Even with all the massive cancellations that have happened at the network, Ouweleen says, “We’re not looking to cancel shows. It’s just we have to allocate the money we have in ways that we think are going to have the biggest impact and please the most number of people. You want to keep those creative relationships with people and see what else you can do.“
“The go-forward notion is Cartoon Network and Adult Swim will be the main source of animation at Max and we’re gearing up to share with them all the stuff we have in development right now,” Ouweleen says. “We talk to those guys every week, pretty much and coordinate and plan our activity together.”
Ouweleen explains that the plan to build an ambitious kids and family business (“to compete with Disney, frankly,” he adds) had to be shelved in the new conglomerate, which also included most of the now canceled live action plans. Basically he’s saying the shows planned were too wide and open and not focused. Too much was focused on trying to compete with Disney.
Now the new plan is to go back to the roots of what made Cartoon Network a successful place for cartoons to be. “When I joined the network (in 1996), to our minds it wasn’t a kid network, it was an animation network. We said it was for a psychographic, not a demographic. The best animation works on a couple levels and works for a couple of different audiences at once. And I think that’s where Cartoon Network proper is coming back around to. The remit I think for us now is to go back to being the best animation across Cartoon Network and Adult Swim, and serve the audience that is still there, starting on linear, which is adult.”
According to Ouweleen, Cartoon Network always attracted audiences in the 18-49 year age range, which is part of why Adult Swim was created. “When we started Adult Swim, that was the first moment where we were like, ‘Oh, wait, if there’s a thing just for adults, what is Cartoon Network now?’ It took us I’d say a couple of years to figure out what Cartoon Network was. Now it’s more natural for it to be aimed at doing great animated shows for everybody at once. And linear still has a healthy adult audience.”
Ouweleen uses “Adventure Time” as the guiding factor in the type of shows the network wants to create as they move forward. “Our median age is 29 during the day. So, the path forward is to lean into that and make really great stuff that appeals to young adults and kids can watch it too.

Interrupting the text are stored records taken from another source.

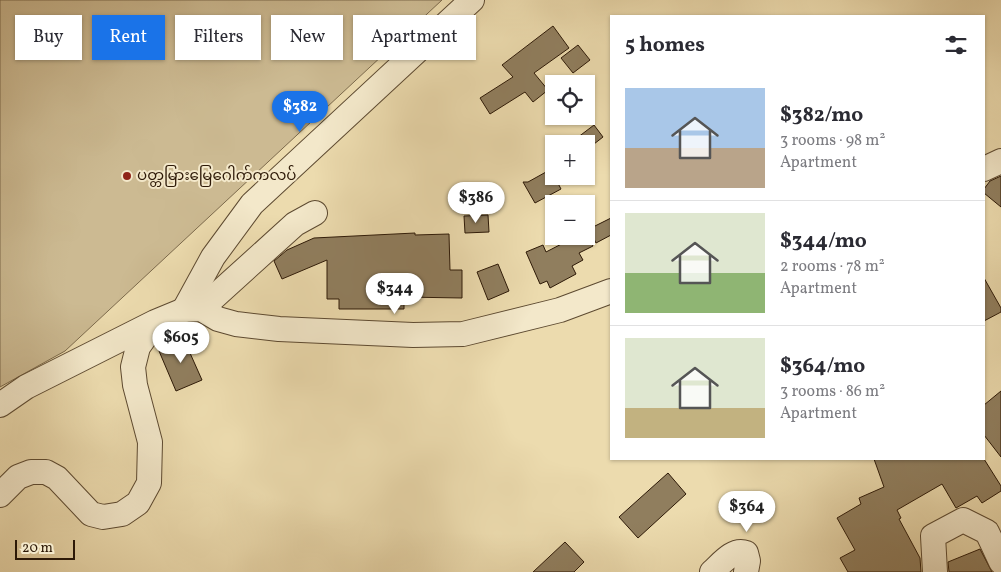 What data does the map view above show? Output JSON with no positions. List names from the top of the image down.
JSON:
{
  "places": ["ပတ္တမြားမြေဂေါက်ကလပ်"],
  "scale_bar": "20 m",
  "page": {
    "chip": [
      "Buy",
      "Rent",
      "Filters",
      "New",
      "Apartment"
    ],
    "heading": "5 homes",
    "map_buttons": ["+", "−"],
    "list": [
      {
        "name": "$382/mo",
        "note": "3 rooms · 98 m² · Apartment"
      },
      {
        "name": "$344/mo",
        "note": "2 rooms · 78 m² · Apartment"
      },
      {
        "name": "$364/mo",
        "note": "3 rooms · 86 m² · Apartment"
      }
    ],
    "price": [
      "$382",
      "$386",
      "$344",
      "$605",
      "$364"
    ],
    "scale": "20 m"
  }
}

Cartoon Network Studios and Warner Bros. Animation will still exist as individual labels, and continue to fall under the oversight of president Sam Register. Sam Register is best known as the creator of Hi Hi Puffy AmiYumi and The Looney Tunes Show, as well as being the executive producer of such shows as Teen Titans, Ben10, Transformers: Animated, and Teen Titans Go!
“We’ve known each other for so long and both see our responsibility as humans on the planet to make sure that the words ‘Cartoon Network’ stay as vibrant and strong as possible. Cartoon Network Studios is still a distinct creative entity and aimed at all the things that Cartoon Network Studios has always aimed at, which is unique creators, first time creators. Building shows that are worlds and new ideas. Pushing the conversation forward in terms of animation.
Sometimes people think we’re niche, or think animation is small and don’t understand the power of it. It helps having ‘Rick and Morty’ for everyone to understand. Like, oh, this can be big. This could be a popular thing. And we’ve been expanding Adult Swim globally.”
Ouweleen finishes off his comments by stating, “When we get out of thinking of Cartoon Network as just living and dying based on kid revenue, it actually frees us up to do more stuff and lean into really what our core always was, which is, let’s advance what the animation art form can do, and create iconic stuff.“
What do you think of Cartoon Network seemingly going back to the roots of the network?